**YOUR OBJECTIVE**
Images do not belong in the copy. Retype all the entries below exactly.

**DATA TO EXAMINE**
BEGIN

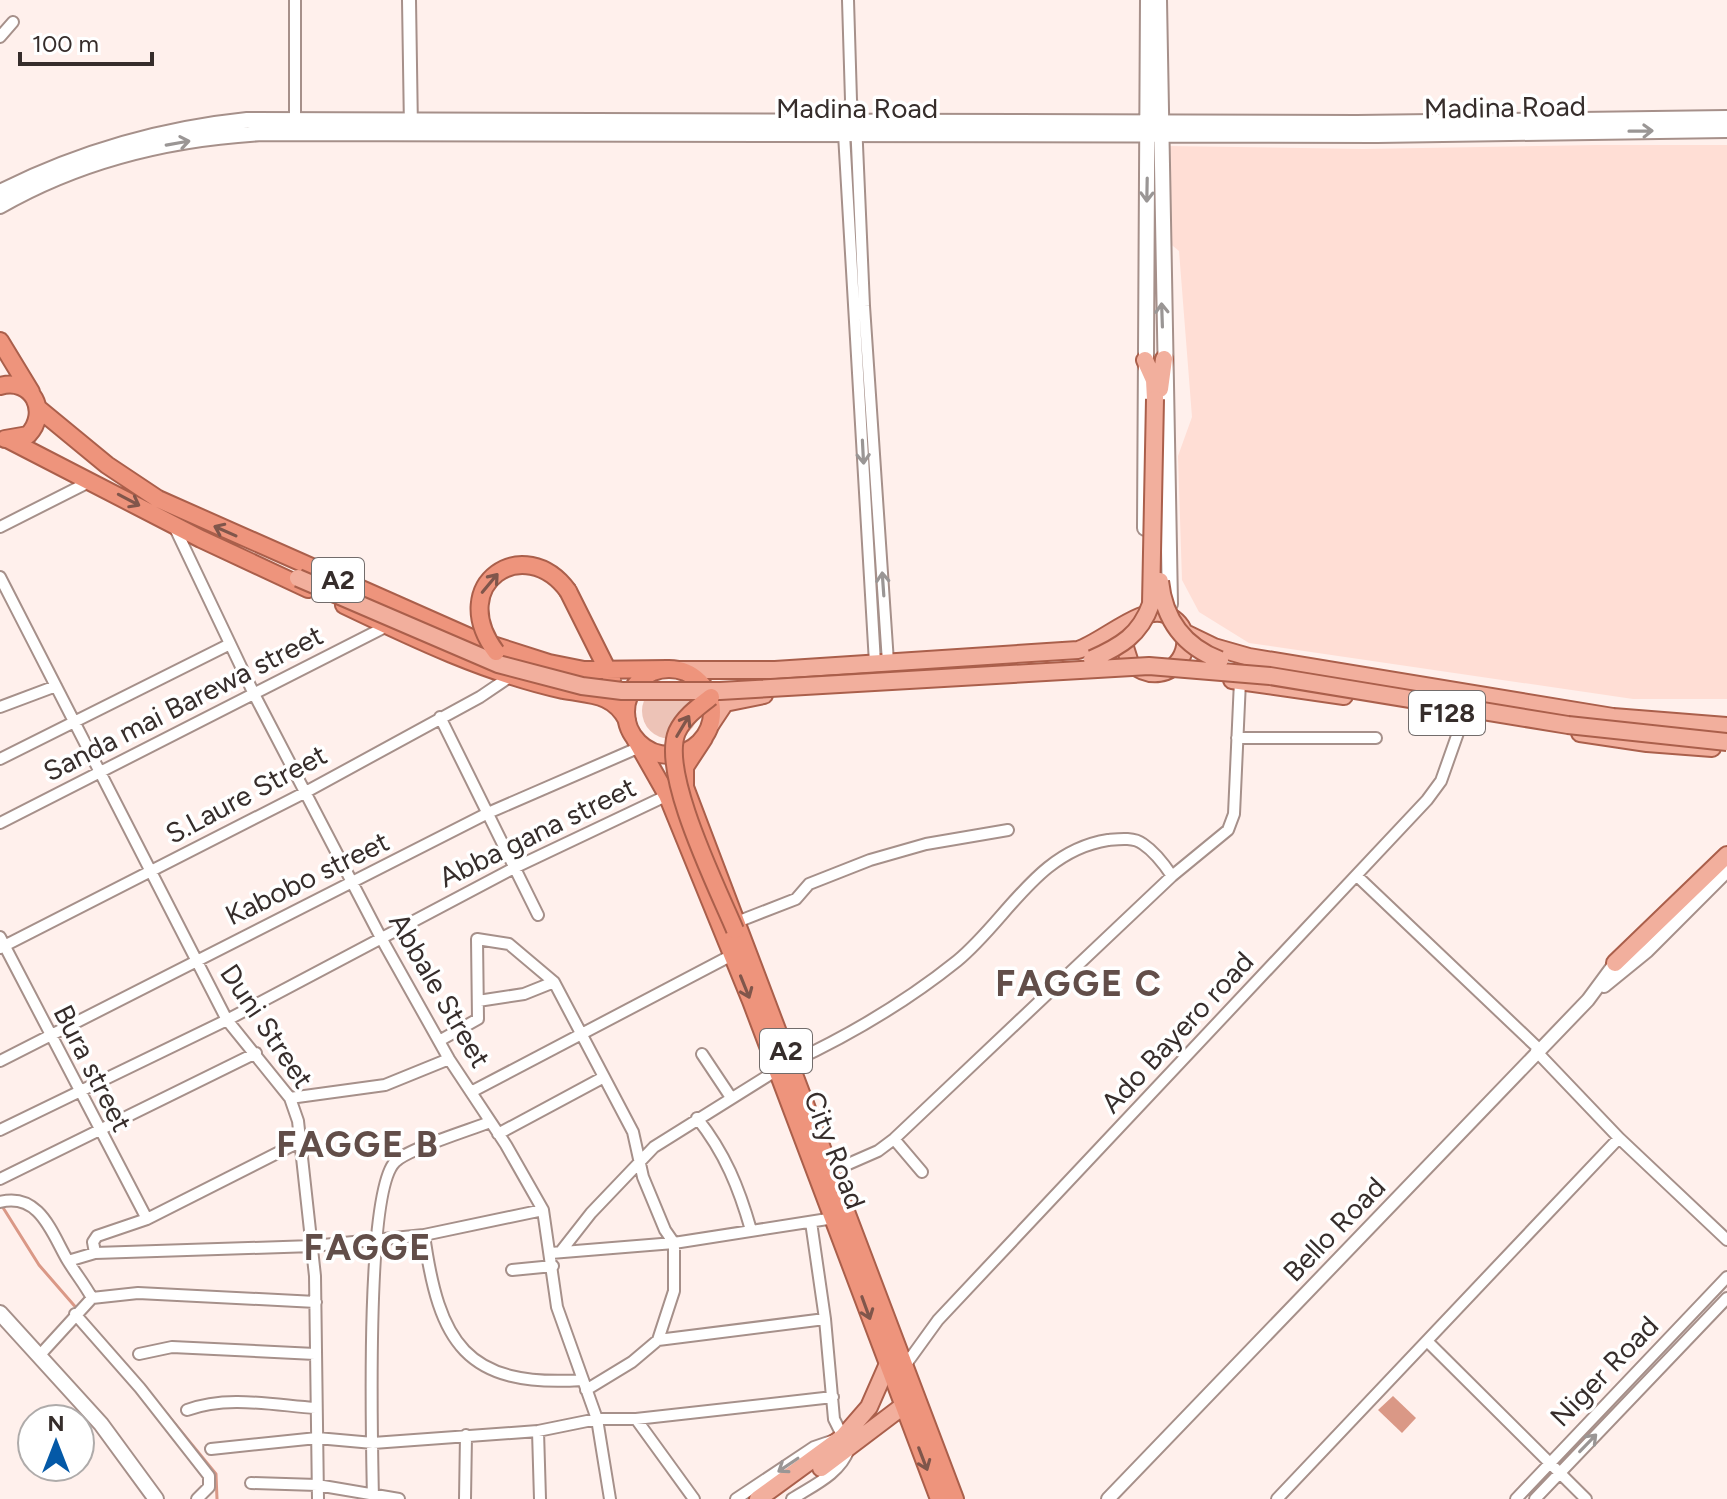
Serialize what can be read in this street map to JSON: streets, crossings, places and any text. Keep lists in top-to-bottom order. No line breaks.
{"streets":{"highway":["A2","City Road"],"main road":["Madina Road","F128"],"street":["Sanda mai Barewa street","S.Laure Street","Abba gana street","Kabobo street","Abbale Street","Duni Street","Ado Bayero road","Bura street","Bello Road","Niger Road"]},"crossings":[["A2","Sanda mai Barewa street"],["A2","F128"],["A2","S.Laure Street"],["A2","Kabobo street"],["A2","Abbale Street"],["A2","City Road"],["Sanda mai Barewa street","Abbale Street"],["Sanda mai Barewa street","Duni Street"],["F128","Kabobo street"],["F128","Ado Bayero road"],["F128","City Road"],["S.Laure Street","Abbale Street"],["S.Laure Street","Duni Street"],["S.Laure Street","Bura street"],["Abba gana street","Abbale Street"],["Abba gana street","Duni Street"],["Abba gana street","Bura street"],["Abba gana street","City Road"],["Kabobo street","Abbale Street"],["Kabobo street","Duni Street"],["Kabobo street","Bura street"],["Kabobo street","City Road"],["Ado Bayero road","City Road"]],"districts":["FAGGE C","FAGGE B","FAGGE"],"scale_bar":"100 m","north":"top"}
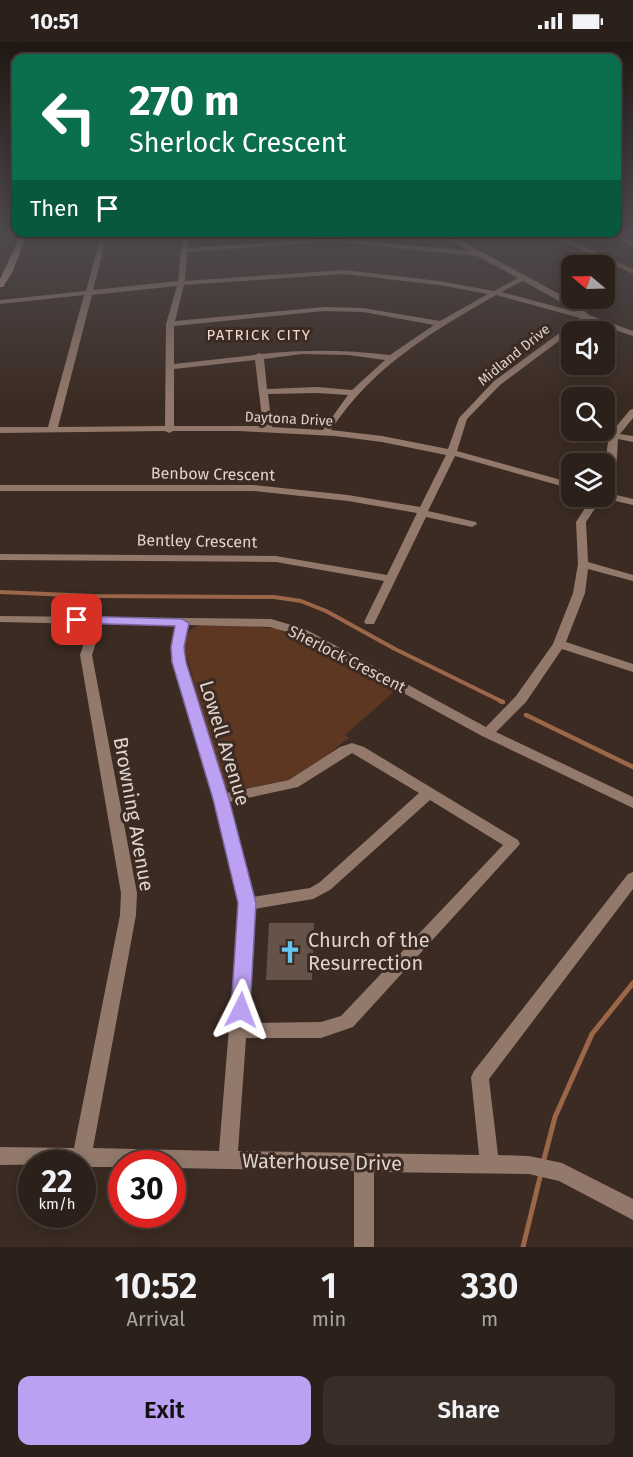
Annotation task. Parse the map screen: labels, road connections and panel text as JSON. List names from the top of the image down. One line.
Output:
{"streets":{"street":["Midland Drive","Daytona Drive","Benbow Crescent","Bentley Crescent","Sherlock Crescent","Lowell Avenue","Browning Avenue","Waterhouse Drive"]},"crossings":[["Midland Drive","Daytona Drive"],["Midland Drive","Benbow Crescent"],["Midland Drive","Bentley Crescent"],["Sherlock Crescent","Lowell Avenue"],["Sherlock Crescent","Browning Avenue"],["Lowell Avenue","Waterhouse Drive"]],"districts":["PATRICK CITY"],"places":{"church":["Church of the Resurrection"]},"north":"left","page":{"status":"10:51","turn":["270 m","Sherlock Crescent"],"then":"Then","speed":"22 km/h","limit":"30","eta":["10:52","Arrival","1","min","330","m"],"buttons":["Exit","Share"]}}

END

**RESPONSE**
Serialize what can be read in this street map to JSON: streets, crossings, places and any text. Keep lists in top-to-bottom order. No line breaks.
{"streets":{"highway":["A2","City Road"],"main road":["Madina Road","F128"],"street":["Sanda mai Barewa street","S.Laure Street","Abba gana street","Kabobo street","Abbale Street","Duni Street","Ado Bayero road","Bura street","Bello Road","Niger Road"]},"crossings":[["A2","Sanda mai Barewa street"],["A2","F128"],["A2","S.Laure Street"],["A2","Kabobo street"],["A2","Abbale Street"],["A2","City Road"],["Sanda mai Barewa street","Abbale Street"],["Sanda mai Barewa street","Duni Street"],["F128","Kabobo street"],["F128","Ado Bayero road"],["F128","City Road"],["S.Laure Street","Abbale Street"],["S.Laure Street","Duni Street"],["S.Laure Street","Bura street"],["Abba gana street","Abbale Street"],["Abba gana street","Duni Street"],["Abba gana street","Bura street"],["Abba gana street","City Road"],["Kabobo street","Abbale Street"],["Kabobo street","Duni Street"],["Kabobo street","Bura street"],["Kabobo street","City Road"],["Ado Bayero road","City Road"]],"districts":["FAGGE C","FAGGE B","FAGGE"],"scale_bar":"100 m","north":"top"}
Annotation task. Parse the map screen: labels, road connections and panel text as JSON. List names from the top of the image down. One line.
Output:
{"streets":{"street":["Midland Drive","Daytona Drive","Benbow Crescent","Bentley Crescent","Sherlock Crescent","Lowell Avenue","Browning Avenue","Waterhouse Drive"]},"crossings":[["Midland Drive","Daytona Drive"],["Midland Drive","Benbow Crescent"],["Midland Drive","Bentley Crescent"],["Sherlock Crescent","Lowell Avenue"],["Sherlock Crescent","Browning Avenue"],["Lowell Avenue","Waterhouse Drive"]],"districts":["PATRICK CITY"],"places":{"church":["Church of the Resurrection"]},"north":"left","page":{"status":"10:51","turn":["270 m","Sherlock Crescent"],"then":"Then","speed":"22 km/h","limit":"30","eta":["10:52","Arrival","1","min","330","m"],"buttons":["Exit","Share"]}}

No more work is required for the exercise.